Scientific Organisers: Stefanie Reichelt, Alex Sossick, Nick Barry, Alessandro Esposito and Kirti Prakash

The meeting will begin at 1pm BST.

As part of the 'Imaging ONEWORLD' series, the focus of these lectures is on microscopy and image analysis methods and how to apply these to your research. Almost all aspects of imaging such as sample preparation, labelling strategies, experimental workflows, ‘how-to’ image and analyse, as well as facilitating collaborations and inspiring new scientific ideas will be covered. Speakers will be available for questions and answers. The organisers, CRUK CI core facility staff, Gurdon Institute, MRC-LMB, MRC Cancer Unit and NPL will be able to continue the discussion and provide advice on your imaging projects.


Speaker

  • Chaitanya Athale.png

    Dr Chaitanya Athale

    Chaitanya Athale studied M.Sc. Zoology at Pune University in India in 1998. He went on to do a PhD at the University of Heidelberg, Germany with Dr. Roland Eils in modelling  and measuring intracellular diffusion in 2003. His first postdoc involved agent based modeling tumour growth at the Massachusetts General Hospital in Boston. For his second postdoc he worked with Eric Karsenti on microtubule regulation by spatial gradients combining experiment and theory. Since 2009 he has been working in IISER Pune, looking a the role of cytoskeleton in cell shape, by a combination of computer simulations, in vitro reconstitution and microscopy and image analysis.
     


Speaker's Abstract

Label free imaging has undergone further revitalisation with improvements in algorithms and computing power.
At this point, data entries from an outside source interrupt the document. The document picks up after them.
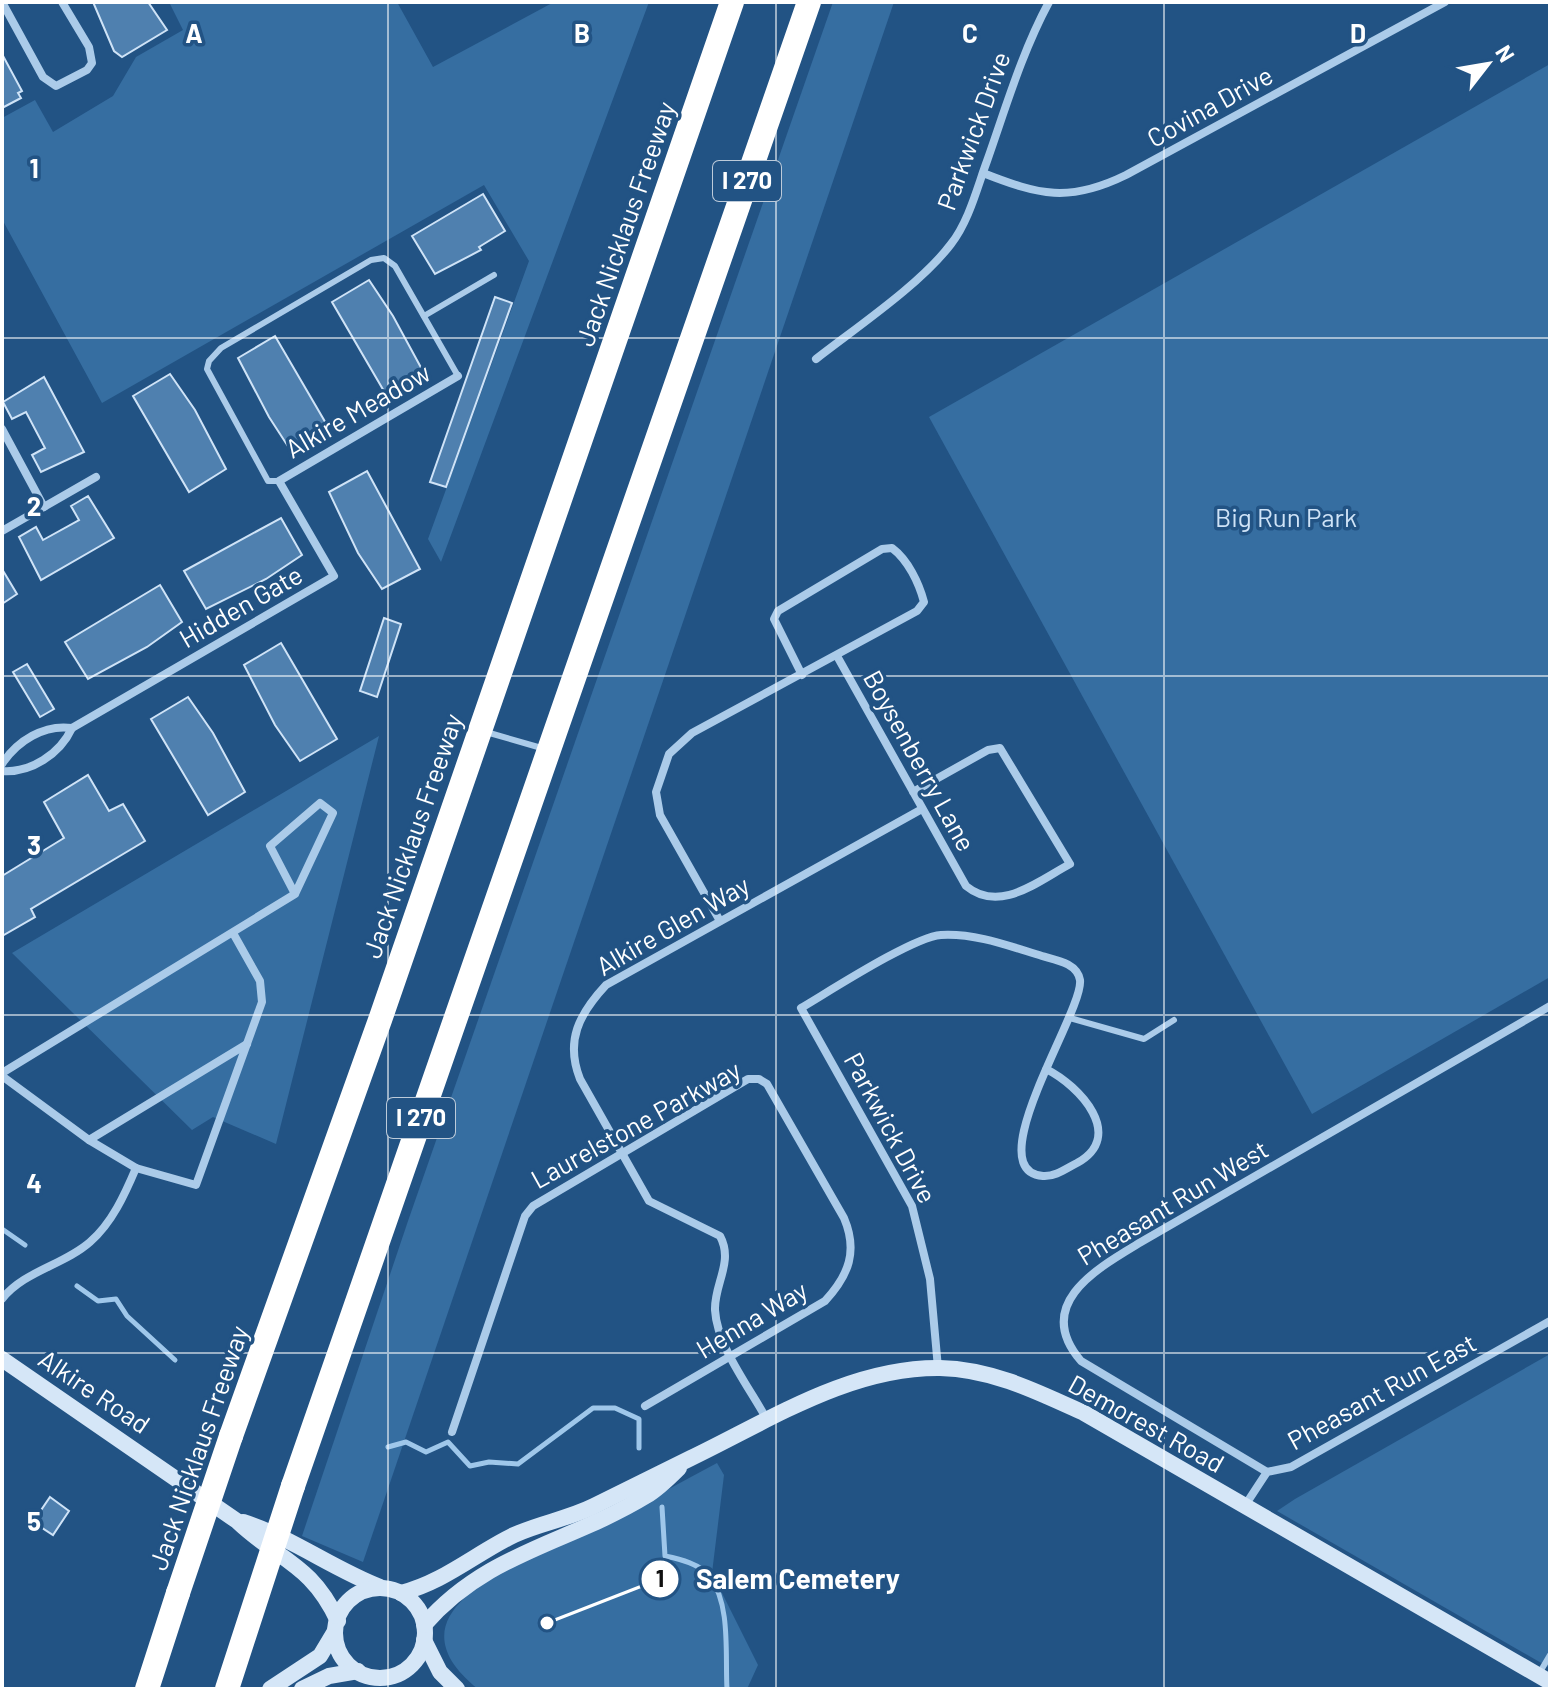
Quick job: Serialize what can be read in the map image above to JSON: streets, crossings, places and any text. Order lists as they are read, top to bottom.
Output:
{
  "streets": {
    "highway": ["I 270", "Jack Nicklaus Freeway"],
    "street": [
      "Covina Drive",
      "Parkwick Drive",
      "Alkire Meadow",
      "Hidden Gate",
      "Boysenberry Lane",
      "Alkire Glen Way",
      "Laurelstone Parkway",
      "Pheasant Run West",
      "Henna Way",
      "Alkire Road",
      "Pheasant Run East",
      "Demorest Road"
    ]
  },
  "crossings": [
    ["Covina Drive", "Parkwick Drive"],
    ["Parkwick Drive", "Demorest Road"],
    ["Alkire Meadow", "Hidden Gate"],
    ["Boysenberry Lane", "Alkire Glen Way"],
    ["Alkire Glen Way", "Laurelstone Parkway"],
    ["Alkire Glen Way", "Henna Way"],
    ["Alkire Glen Way", "Demorest Road"],
    ["Laurelstone Parkway", "Henna Way"],
    ["Pheasant Run West", "Pheasant Run East"],
    ["Alkire Road", "Demorest Road"],
    ["Pheasant Run East", "Demorest Road"]
  ],
  "parks": ["Big Run Park"],
  "places": ["Salem Cemetery"],
  "north": "top right",
  "grid": {
    "columns": [
      "A",
      "B",
      "C",
      "D"
    ],
    "rows": [
      "1",
      "2",
      "3",
      "4",
      "5"
    ]
  }
}
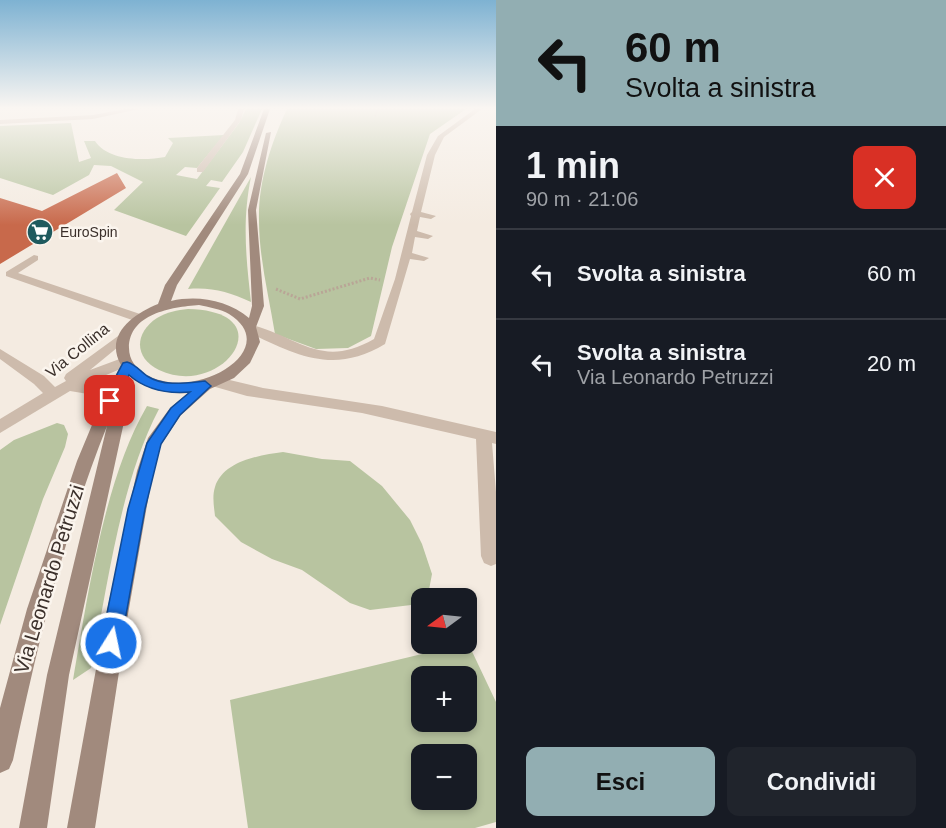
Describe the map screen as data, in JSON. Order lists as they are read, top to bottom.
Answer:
{
  "streets": {
    "main road": ["Via Leonardo Petruzzi"],
    "street": ["Via Collina"]
  },
  "crossings": [
    ["Via Collina", "Via Leonardo Petruzzi"]
  ],
  "places": {
    "supermarket": ["EuroSpin"]
  },
  "north": "left",
  "page": {
    "turn": ["60 m", "Svolta a sinistra"],
    "heading": ["1 min", "90 m · 21:06"],
    "list": [
      {
        "name": "Svolta a sinistra",
        "value": "60 m"
      },
      {
        "name": "Svolta a sinistra",
        "note": "Via Leonardo Petruzzi",
        "value": "20 m"
      }
    ],
    "map_buttons": ["+", "−"],
    "buttons": ["Esci", "Condividi"]
  }
}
Combined with fluorescence tagging of molecules the method offers an approach to connect genotype with phenotype and answer long standing questions in cell biology.  In this talk I will discuss two aspects of some work we have lately been doing on the detection and measurement of cell size in differential interference contrast (DIC) images and following intracellular flows by combining a filtering and single particle tracking approach. We discuss how the use of fixed images of Escherichia coli cells in DIC counterstained with molecular markers helped us address some of the classic questions in bacterial cell division about the role of replication-division coupling in cell size determination. We also use the movement of high-contrast intracellular lipid granules in single celled embryos of Caenorhabditis elegans to estimate flows due to spindle oscillations. We conclude with how we see these low level methods of DIC structure and shape detection feeding into future developments using learning methods for better quantitative and non-invasive cellular imaging.